### [Exercise goal]
A line containing "0 6px,transparent 0" appears in the material below. Return exactly every line from the first through that one, and only those.

### [Given records]
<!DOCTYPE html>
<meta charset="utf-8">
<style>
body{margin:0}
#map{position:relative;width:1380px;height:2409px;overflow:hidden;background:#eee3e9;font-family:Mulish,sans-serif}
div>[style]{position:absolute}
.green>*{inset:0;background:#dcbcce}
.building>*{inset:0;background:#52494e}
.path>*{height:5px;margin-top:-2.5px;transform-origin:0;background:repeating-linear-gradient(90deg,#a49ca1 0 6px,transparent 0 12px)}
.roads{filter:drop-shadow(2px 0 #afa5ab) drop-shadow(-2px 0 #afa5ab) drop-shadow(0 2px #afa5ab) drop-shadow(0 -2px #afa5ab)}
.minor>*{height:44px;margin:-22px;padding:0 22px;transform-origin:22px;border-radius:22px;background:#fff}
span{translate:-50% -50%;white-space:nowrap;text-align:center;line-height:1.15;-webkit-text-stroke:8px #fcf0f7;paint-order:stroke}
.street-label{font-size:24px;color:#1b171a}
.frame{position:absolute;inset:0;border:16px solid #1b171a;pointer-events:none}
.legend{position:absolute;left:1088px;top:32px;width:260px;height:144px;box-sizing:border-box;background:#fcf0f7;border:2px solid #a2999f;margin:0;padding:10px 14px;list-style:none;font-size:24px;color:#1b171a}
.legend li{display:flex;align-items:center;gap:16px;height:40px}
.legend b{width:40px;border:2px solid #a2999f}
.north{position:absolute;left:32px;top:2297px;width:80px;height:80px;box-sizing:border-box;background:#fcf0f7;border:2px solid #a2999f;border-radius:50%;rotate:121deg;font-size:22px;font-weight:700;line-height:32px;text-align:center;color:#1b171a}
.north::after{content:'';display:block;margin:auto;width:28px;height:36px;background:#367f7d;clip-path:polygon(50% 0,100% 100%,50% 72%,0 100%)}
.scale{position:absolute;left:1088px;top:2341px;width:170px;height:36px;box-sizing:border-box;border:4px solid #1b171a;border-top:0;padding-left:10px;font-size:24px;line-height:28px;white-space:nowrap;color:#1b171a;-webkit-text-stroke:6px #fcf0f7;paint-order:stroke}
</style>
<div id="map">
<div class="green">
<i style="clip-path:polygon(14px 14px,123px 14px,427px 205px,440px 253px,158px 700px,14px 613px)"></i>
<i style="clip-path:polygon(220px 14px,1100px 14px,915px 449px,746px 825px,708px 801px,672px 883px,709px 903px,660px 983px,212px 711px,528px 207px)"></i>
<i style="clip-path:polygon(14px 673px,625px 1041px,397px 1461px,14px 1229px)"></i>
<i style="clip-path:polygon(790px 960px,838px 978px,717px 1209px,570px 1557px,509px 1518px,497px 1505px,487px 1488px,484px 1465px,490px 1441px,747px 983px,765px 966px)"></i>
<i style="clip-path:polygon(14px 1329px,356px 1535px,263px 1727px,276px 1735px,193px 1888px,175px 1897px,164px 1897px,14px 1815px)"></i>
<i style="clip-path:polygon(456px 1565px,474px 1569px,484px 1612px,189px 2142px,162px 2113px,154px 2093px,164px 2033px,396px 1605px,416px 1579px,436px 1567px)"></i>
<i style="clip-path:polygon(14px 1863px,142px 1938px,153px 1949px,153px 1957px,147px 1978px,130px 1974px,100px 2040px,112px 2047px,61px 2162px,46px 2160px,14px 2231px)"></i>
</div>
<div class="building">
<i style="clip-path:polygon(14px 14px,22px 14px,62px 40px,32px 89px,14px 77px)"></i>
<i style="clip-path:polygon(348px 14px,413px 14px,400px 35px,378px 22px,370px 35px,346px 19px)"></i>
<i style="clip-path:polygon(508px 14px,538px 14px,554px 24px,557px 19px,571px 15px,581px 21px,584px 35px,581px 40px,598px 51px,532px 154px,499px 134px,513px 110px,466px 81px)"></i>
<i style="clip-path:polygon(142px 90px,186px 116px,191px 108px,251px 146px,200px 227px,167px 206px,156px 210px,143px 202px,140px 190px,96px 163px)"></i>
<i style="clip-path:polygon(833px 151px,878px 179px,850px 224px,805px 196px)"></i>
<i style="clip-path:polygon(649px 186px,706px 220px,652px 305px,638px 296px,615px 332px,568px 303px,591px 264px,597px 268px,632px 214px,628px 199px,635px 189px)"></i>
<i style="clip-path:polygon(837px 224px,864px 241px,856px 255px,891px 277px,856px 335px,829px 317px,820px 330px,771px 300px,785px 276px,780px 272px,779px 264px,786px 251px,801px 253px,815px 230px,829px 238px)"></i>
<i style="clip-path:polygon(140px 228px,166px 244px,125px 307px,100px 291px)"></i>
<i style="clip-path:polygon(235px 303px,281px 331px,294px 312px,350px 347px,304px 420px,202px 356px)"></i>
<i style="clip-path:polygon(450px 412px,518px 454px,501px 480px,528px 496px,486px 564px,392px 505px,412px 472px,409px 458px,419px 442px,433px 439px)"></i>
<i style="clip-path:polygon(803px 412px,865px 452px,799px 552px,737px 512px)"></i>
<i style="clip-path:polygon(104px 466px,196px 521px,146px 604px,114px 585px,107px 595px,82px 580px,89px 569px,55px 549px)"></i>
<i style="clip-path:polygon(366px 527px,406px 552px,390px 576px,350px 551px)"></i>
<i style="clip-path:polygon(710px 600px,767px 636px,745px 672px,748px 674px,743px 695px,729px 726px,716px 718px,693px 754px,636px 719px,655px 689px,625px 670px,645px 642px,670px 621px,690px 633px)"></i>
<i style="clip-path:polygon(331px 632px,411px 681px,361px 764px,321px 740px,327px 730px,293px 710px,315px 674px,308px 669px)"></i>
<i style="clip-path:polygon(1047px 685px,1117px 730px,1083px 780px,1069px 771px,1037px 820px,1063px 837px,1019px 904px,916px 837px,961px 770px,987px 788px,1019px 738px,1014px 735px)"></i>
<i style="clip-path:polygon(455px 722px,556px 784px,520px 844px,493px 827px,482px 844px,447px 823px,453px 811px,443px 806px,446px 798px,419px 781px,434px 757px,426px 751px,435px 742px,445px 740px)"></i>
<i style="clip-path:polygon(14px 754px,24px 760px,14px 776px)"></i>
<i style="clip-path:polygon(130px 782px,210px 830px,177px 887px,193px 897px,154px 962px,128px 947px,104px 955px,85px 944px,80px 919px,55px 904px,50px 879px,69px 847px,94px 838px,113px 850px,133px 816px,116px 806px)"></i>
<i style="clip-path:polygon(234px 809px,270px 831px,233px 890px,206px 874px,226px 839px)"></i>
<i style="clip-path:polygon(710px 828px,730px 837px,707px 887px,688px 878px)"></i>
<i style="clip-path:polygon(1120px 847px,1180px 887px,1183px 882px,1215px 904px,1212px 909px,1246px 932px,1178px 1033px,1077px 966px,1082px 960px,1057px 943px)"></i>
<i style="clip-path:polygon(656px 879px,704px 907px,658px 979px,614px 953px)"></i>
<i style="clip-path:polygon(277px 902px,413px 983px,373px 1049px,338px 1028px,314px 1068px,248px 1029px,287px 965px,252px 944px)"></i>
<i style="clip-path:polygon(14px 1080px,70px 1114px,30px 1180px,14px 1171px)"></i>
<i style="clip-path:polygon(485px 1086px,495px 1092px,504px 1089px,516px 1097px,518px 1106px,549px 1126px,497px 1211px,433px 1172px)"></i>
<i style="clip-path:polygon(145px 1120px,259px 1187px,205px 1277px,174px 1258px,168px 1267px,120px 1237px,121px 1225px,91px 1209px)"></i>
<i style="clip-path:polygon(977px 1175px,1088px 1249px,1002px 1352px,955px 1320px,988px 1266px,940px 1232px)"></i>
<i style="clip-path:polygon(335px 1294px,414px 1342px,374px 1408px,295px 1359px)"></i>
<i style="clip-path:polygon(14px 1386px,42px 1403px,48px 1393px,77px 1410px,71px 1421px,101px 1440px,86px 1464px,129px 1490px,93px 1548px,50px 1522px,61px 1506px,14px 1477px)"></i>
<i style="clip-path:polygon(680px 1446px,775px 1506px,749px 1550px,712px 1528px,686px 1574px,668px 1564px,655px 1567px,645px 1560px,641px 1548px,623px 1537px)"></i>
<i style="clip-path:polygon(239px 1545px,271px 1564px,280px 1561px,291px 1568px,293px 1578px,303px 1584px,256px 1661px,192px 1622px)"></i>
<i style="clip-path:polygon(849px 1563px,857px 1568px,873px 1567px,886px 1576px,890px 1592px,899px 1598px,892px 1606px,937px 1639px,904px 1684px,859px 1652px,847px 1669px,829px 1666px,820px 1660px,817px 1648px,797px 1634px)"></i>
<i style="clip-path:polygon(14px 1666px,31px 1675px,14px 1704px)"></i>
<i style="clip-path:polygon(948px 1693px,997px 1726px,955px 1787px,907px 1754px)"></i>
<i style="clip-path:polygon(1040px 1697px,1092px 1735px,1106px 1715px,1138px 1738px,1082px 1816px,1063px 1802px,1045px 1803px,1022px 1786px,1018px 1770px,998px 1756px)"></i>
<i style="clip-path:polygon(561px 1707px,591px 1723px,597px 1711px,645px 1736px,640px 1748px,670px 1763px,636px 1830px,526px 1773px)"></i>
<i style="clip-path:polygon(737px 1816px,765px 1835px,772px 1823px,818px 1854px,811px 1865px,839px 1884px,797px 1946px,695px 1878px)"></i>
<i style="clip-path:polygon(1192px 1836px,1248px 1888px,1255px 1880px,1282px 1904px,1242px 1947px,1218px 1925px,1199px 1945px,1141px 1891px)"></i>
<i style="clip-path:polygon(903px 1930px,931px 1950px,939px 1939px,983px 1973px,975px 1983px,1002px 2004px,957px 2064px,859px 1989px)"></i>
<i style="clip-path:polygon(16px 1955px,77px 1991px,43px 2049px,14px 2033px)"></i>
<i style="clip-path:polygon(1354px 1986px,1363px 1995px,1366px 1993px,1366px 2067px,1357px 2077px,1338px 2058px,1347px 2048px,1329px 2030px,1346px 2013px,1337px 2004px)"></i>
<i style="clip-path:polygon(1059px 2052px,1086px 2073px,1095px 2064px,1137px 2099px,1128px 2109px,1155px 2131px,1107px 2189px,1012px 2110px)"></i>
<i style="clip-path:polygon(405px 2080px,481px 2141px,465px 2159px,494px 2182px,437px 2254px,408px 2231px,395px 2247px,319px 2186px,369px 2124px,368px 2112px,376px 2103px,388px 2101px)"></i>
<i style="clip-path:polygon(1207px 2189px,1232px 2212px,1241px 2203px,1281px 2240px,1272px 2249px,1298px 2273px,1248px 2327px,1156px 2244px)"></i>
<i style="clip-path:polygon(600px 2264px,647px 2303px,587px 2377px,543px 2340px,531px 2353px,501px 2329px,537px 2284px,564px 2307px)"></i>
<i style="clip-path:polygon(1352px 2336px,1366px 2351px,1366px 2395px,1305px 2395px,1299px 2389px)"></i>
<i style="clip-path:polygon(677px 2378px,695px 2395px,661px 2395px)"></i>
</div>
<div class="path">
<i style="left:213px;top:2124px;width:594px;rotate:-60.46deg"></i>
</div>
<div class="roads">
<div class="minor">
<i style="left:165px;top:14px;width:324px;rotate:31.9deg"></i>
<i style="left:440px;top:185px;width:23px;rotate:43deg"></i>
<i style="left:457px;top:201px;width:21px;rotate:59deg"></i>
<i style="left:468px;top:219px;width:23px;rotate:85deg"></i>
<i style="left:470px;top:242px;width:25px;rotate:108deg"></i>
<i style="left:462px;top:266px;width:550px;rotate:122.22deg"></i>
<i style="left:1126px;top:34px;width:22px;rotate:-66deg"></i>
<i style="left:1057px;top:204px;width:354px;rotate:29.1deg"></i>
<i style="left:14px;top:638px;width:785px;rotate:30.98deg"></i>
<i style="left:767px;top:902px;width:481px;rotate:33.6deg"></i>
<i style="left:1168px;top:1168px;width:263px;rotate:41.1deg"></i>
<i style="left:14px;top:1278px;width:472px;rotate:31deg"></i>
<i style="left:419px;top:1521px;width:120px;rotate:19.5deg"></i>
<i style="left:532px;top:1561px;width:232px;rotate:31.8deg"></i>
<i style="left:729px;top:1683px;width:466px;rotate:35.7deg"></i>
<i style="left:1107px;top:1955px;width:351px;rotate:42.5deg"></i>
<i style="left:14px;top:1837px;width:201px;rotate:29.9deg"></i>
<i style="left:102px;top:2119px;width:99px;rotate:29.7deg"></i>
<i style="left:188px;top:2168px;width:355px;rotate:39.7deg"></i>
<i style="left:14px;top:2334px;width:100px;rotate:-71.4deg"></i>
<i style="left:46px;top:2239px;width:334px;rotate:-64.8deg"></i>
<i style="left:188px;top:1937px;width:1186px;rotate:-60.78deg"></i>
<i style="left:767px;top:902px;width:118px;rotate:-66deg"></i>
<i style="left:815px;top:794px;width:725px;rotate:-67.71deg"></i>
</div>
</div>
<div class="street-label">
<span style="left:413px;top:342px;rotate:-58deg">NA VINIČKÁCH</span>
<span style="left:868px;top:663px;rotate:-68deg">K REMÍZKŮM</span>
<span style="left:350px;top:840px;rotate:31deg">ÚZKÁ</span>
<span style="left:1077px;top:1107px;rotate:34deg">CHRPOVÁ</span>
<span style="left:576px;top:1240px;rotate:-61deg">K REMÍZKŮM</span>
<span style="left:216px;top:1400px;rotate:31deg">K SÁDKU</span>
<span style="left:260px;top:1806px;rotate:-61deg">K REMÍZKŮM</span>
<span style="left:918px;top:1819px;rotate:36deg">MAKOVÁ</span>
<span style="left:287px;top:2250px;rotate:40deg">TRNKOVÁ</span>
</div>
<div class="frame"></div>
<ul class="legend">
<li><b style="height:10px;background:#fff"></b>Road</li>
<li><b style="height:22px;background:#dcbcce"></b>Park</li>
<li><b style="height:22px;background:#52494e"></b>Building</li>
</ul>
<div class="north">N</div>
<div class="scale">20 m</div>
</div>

### [Result of the exercise]
<!DOCTYPE html>
<meta charset="utf-8">
<style>
body{margin:0}
#map{position:relative;width:1380px;height:2409px;overflow:hidden;background:#eee3e9;font-family:Mulish,sans-serif}
div>[style]{position:absolute}
.green>*{inset:0;background:#dcbcce}
.building>*{inset:0;background:#52494e}
.path>*{height:5px;margin-top:-2.5px;transform-origin:0;background:repeating-linear-gradient(90deg,#a49ca1 0 6px,transparent 0 12px)}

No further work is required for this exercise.